Vinterberg does specifically say in a interview I read that the Ugandans reference how we can watch hundreds of thousands starve on TV and yet remain emotionally removed.
However, he also talks in the interview about the world's jet set upper-class experience of flying - Belgrade to Vancouver in half a day, rootlessness, etc. I'm sure this is why the Ugandan says, "We're human, we don't want to fly": modern globalized culture (as epitomized by jet travel) is seen as "inhuman" in that it disinherits us of our roots, but everyone on the planet is being sucked up into it (pun sort of intended) whether they want to be or not. Maybe this is why John and Elena and their brothers are all Polish, yet have clearly not been there in a long while. (EDIT: This may not be true for John, now that I think about it.)

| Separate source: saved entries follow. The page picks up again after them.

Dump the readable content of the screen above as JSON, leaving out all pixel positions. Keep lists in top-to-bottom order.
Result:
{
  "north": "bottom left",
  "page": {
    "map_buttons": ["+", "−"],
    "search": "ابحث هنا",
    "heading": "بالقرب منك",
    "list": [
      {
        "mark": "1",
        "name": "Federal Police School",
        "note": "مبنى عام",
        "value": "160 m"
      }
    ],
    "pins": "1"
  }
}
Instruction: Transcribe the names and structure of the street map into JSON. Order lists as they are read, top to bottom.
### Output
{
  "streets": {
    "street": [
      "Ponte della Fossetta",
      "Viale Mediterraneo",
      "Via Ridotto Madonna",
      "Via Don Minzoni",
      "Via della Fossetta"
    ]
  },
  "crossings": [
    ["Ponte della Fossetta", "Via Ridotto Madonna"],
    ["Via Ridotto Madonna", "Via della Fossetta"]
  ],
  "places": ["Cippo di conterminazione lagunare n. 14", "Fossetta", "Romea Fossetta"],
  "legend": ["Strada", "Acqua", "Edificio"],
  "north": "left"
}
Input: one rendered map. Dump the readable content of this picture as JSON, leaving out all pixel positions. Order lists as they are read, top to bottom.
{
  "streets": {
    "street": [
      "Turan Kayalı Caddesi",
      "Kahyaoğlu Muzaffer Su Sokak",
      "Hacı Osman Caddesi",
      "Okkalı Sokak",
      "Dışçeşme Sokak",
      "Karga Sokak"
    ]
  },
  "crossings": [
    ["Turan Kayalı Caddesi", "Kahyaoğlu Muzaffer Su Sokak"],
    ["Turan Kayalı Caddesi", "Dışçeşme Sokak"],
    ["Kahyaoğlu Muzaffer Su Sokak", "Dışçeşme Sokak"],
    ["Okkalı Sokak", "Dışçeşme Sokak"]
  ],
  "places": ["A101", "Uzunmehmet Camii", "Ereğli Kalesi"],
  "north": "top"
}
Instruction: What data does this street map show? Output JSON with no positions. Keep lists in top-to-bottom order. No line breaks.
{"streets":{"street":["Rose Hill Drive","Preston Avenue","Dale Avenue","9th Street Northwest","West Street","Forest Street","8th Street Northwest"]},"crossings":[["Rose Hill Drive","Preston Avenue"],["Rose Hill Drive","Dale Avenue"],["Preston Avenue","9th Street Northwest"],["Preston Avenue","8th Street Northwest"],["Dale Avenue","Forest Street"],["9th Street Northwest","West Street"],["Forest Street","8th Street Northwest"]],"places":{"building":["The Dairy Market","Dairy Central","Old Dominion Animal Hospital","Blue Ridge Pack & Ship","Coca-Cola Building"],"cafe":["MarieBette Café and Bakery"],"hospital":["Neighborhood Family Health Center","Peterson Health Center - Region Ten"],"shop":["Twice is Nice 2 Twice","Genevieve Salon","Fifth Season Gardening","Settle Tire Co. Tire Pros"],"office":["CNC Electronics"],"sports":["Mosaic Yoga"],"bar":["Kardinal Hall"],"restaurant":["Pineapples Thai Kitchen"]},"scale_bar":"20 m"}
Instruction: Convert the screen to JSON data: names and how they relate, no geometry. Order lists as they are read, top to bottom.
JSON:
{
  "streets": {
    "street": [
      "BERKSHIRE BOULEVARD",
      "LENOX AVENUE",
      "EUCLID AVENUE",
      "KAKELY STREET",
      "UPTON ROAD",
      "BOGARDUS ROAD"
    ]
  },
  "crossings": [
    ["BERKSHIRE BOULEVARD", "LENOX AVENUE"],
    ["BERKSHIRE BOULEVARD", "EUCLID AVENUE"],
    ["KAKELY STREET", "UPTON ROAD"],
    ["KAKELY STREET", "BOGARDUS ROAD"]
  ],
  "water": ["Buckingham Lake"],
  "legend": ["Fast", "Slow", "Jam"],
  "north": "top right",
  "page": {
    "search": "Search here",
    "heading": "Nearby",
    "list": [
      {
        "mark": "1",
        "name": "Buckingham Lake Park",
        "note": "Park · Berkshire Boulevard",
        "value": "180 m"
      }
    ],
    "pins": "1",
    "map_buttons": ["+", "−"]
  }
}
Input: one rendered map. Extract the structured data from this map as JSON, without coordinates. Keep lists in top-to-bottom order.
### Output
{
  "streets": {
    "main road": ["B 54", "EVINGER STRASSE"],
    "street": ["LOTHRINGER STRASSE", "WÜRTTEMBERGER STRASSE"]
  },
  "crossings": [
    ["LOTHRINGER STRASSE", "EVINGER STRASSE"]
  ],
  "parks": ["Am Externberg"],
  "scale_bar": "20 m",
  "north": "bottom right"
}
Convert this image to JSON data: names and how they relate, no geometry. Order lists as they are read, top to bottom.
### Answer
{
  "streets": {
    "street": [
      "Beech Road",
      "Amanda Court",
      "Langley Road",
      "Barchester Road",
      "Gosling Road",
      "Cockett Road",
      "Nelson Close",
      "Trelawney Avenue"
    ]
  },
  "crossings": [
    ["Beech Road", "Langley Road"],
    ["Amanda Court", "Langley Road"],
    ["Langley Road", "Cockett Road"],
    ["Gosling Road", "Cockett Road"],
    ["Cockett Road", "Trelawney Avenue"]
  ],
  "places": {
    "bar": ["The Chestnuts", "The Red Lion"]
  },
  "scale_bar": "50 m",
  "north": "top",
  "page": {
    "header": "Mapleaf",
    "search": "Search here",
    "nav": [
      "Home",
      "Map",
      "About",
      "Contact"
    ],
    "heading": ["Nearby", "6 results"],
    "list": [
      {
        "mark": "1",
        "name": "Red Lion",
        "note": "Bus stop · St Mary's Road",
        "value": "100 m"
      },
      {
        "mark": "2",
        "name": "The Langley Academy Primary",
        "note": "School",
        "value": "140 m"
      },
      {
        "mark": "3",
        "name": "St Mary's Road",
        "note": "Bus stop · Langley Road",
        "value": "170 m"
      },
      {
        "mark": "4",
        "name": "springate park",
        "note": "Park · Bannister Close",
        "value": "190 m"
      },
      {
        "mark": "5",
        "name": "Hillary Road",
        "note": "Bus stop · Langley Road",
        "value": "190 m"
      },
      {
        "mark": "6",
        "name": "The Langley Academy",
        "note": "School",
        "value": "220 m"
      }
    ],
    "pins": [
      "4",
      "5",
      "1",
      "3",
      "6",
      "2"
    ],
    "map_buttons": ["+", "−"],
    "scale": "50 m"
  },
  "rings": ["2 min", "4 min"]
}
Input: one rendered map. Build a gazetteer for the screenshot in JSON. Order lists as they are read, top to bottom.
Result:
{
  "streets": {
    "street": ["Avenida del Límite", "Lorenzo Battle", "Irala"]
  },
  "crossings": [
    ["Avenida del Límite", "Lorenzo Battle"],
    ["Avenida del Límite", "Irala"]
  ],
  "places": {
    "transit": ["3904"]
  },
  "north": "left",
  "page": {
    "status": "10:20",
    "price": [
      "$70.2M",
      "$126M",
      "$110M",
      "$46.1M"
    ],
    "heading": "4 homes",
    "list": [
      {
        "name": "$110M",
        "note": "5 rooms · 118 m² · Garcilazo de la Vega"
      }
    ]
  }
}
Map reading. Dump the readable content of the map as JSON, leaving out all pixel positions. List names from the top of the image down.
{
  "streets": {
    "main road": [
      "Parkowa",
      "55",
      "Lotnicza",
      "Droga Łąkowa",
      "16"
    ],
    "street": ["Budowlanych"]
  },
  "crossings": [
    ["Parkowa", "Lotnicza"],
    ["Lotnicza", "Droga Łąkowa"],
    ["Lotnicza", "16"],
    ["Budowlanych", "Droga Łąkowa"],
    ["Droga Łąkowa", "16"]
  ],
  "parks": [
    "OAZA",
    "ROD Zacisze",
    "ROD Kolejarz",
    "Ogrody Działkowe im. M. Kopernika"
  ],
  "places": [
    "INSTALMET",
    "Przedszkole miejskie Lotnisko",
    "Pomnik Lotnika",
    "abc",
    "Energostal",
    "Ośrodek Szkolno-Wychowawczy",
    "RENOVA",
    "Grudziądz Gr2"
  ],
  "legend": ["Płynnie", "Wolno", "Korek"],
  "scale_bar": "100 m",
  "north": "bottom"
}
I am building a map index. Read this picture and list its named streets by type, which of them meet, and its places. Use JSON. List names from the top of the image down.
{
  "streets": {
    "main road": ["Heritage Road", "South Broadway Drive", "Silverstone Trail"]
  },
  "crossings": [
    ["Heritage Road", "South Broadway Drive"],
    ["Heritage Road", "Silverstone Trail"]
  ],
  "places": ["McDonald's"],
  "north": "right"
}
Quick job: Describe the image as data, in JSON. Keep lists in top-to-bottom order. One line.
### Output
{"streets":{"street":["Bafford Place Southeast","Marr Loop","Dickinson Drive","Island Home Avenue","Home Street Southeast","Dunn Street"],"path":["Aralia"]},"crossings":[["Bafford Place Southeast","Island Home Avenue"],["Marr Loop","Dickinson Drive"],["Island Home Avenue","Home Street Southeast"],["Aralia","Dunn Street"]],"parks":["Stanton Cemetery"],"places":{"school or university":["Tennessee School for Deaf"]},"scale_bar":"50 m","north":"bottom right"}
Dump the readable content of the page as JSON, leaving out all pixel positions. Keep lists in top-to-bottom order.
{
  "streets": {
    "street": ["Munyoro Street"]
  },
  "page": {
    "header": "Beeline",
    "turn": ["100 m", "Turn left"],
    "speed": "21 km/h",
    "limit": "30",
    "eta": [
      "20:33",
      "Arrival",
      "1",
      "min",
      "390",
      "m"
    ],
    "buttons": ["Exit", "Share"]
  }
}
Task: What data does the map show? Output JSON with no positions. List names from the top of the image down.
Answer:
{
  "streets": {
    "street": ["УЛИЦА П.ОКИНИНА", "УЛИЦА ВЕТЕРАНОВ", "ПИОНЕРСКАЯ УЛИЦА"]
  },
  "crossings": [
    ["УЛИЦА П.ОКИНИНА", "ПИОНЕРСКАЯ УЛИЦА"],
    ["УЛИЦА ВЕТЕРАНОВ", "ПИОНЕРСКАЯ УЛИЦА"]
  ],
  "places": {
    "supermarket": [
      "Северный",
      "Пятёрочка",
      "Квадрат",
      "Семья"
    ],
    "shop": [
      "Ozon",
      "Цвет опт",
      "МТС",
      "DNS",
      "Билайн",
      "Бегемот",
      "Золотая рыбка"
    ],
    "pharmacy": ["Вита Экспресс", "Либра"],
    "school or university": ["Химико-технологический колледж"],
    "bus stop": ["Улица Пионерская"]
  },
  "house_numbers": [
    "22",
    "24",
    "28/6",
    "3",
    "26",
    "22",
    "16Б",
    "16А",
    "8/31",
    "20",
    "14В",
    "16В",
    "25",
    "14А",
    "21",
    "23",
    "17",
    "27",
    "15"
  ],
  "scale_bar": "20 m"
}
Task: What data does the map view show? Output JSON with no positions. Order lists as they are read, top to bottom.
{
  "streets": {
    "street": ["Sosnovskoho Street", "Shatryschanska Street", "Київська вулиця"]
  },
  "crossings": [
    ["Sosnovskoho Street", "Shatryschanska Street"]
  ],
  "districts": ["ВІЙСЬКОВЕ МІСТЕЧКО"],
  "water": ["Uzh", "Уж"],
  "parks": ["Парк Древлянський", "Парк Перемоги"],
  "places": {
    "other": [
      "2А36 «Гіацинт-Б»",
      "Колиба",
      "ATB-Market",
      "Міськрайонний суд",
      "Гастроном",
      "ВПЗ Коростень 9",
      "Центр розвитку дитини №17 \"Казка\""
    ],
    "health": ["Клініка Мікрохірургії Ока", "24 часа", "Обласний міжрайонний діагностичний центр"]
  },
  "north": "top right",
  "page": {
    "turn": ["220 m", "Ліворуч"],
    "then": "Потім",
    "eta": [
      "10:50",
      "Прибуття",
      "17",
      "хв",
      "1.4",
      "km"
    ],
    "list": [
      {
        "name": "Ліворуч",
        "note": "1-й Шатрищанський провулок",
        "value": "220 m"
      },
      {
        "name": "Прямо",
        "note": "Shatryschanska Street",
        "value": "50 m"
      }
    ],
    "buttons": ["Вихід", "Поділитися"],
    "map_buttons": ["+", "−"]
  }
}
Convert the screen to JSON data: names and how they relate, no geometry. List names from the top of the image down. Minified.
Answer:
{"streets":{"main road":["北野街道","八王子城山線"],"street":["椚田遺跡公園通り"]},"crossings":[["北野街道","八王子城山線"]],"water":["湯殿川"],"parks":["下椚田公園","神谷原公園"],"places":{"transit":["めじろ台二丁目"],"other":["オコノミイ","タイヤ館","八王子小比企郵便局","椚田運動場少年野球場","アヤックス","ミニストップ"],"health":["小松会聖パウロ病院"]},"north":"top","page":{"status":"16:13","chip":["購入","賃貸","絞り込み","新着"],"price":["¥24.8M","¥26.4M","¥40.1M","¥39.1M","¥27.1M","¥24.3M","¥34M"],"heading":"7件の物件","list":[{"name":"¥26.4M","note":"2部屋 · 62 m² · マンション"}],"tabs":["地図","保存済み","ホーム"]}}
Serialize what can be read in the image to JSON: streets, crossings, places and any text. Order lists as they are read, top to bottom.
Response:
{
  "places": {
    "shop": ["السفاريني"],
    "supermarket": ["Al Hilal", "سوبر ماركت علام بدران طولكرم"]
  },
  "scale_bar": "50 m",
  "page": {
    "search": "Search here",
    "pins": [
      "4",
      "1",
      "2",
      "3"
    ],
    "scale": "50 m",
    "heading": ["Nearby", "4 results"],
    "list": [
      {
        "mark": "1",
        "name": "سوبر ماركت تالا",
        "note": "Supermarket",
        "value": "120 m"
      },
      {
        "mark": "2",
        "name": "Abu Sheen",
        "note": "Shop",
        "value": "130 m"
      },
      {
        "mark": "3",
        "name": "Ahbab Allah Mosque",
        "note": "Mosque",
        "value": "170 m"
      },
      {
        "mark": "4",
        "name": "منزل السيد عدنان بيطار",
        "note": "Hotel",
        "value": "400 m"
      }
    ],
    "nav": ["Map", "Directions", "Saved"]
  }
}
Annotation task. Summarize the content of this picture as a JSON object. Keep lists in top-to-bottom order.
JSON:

Yeah, with that everything lines up neatly: John's brother (Penn) used to be afraid to fly, but then overdosed on the anti-fear-of-flying drug and now he can't stop, to the point of hitching rides on cargo planes. Thus his (cellphone) connection to his brother fades and he's reduced to leaving messages, if he's getting through at all from his doomed, self-contained, miniature world.
It also explains the in-and-out accents: they're losing their individual identities in the global melting pot. Unintended perhaps, but it fits.
At least it's a LITTLE more subtle than "people dying of loneliness."